**Required work:**
The answer is to be an exact copy of the lines below running from the line with "Parse this map" down to the line with "Task: Extract the", both ends included, and nothing more.

**Data supplied:**
______________________________
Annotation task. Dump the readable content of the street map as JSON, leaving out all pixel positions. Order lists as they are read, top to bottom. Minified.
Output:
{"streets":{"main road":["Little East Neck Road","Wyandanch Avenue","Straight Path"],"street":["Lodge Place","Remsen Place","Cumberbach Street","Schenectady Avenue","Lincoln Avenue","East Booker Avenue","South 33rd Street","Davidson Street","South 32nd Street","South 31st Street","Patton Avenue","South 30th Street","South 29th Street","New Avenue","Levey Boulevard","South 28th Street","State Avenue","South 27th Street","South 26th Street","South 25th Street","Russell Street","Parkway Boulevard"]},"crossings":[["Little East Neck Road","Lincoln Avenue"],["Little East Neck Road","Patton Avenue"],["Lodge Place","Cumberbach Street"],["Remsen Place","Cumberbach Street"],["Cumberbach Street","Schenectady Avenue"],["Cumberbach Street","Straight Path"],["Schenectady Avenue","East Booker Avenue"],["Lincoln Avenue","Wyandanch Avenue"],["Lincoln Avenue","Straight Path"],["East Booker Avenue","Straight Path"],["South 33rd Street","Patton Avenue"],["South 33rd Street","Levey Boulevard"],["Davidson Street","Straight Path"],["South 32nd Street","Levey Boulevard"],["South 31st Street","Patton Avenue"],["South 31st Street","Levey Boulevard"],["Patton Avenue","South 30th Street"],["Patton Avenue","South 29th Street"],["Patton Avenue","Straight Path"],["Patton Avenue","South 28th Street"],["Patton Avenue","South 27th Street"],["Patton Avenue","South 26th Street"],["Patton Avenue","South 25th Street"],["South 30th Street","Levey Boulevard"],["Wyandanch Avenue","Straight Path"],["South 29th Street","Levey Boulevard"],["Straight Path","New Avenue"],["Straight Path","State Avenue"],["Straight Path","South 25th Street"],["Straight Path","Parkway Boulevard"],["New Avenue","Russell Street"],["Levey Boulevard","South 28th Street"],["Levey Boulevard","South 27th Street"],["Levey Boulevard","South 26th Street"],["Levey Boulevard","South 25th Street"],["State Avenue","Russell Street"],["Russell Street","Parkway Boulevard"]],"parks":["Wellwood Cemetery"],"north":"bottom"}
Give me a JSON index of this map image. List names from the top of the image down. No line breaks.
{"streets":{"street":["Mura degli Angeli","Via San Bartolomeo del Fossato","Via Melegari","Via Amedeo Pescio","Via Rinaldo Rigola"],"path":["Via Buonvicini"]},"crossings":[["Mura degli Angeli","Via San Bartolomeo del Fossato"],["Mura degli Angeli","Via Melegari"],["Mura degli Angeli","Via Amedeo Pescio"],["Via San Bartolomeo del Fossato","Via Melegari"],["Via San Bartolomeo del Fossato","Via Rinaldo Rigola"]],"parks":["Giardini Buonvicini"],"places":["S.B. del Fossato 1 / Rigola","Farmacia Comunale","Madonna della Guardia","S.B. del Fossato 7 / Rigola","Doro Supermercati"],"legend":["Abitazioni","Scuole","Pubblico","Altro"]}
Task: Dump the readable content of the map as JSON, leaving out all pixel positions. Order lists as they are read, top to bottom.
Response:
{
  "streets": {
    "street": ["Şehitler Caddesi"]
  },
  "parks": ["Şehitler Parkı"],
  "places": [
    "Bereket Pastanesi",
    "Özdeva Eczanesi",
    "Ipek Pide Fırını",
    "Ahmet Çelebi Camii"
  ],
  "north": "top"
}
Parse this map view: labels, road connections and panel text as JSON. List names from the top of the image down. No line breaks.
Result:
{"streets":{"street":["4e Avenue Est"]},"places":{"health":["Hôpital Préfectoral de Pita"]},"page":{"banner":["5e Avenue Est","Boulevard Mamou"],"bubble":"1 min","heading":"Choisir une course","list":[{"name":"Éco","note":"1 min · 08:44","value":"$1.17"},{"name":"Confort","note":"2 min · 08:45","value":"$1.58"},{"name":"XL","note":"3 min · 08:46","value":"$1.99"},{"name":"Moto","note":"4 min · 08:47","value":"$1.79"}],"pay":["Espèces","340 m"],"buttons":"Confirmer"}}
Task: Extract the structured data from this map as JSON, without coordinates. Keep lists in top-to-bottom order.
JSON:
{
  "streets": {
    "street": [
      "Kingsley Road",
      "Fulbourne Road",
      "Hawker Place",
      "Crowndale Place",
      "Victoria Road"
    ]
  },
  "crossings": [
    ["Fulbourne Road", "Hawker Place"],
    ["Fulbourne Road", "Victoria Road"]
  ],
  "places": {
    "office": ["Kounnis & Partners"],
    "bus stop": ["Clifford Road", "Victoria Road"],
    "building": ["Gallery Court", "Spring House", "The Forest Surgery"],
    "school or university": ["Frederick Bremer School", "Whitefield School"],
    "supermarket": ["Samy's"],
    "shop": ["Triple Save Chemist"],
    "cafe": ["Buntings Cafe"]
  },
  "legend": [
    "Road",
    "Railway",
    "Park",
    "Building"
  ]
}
______________________________
**Solution to the exercise:**
Parse this map view: labels, road connections and panel text as JSON. List names from the top of the image down. No line breaks.
Result:
{"streets":{"street":["4e Avenue Est"]},"places":{"health":["Hôpital Préfectoral de Pita"]},"page":{"banner":["5e Avenue Est","Boulevard Mamou"],"bubble":"1 min","heading":"Choisir une course","list":[{"name":"Éco","note":"1 min · 08:44","value":"$1.17"},{"name":"Confort","note":"2 min · 08:45","value":"$1.58"},{"name":"XL","note":"3 min · 08:46","value":"$1.99"},{"name":"Moto","note":"4 min · 08:47","value":"$1.79"}],"pay":["Espèces","340 m"],"buttons":"Confirmer"}}
Task: Extract the structured data from this map as JSON, without coordinates. Keep lists in top-to-bottom order.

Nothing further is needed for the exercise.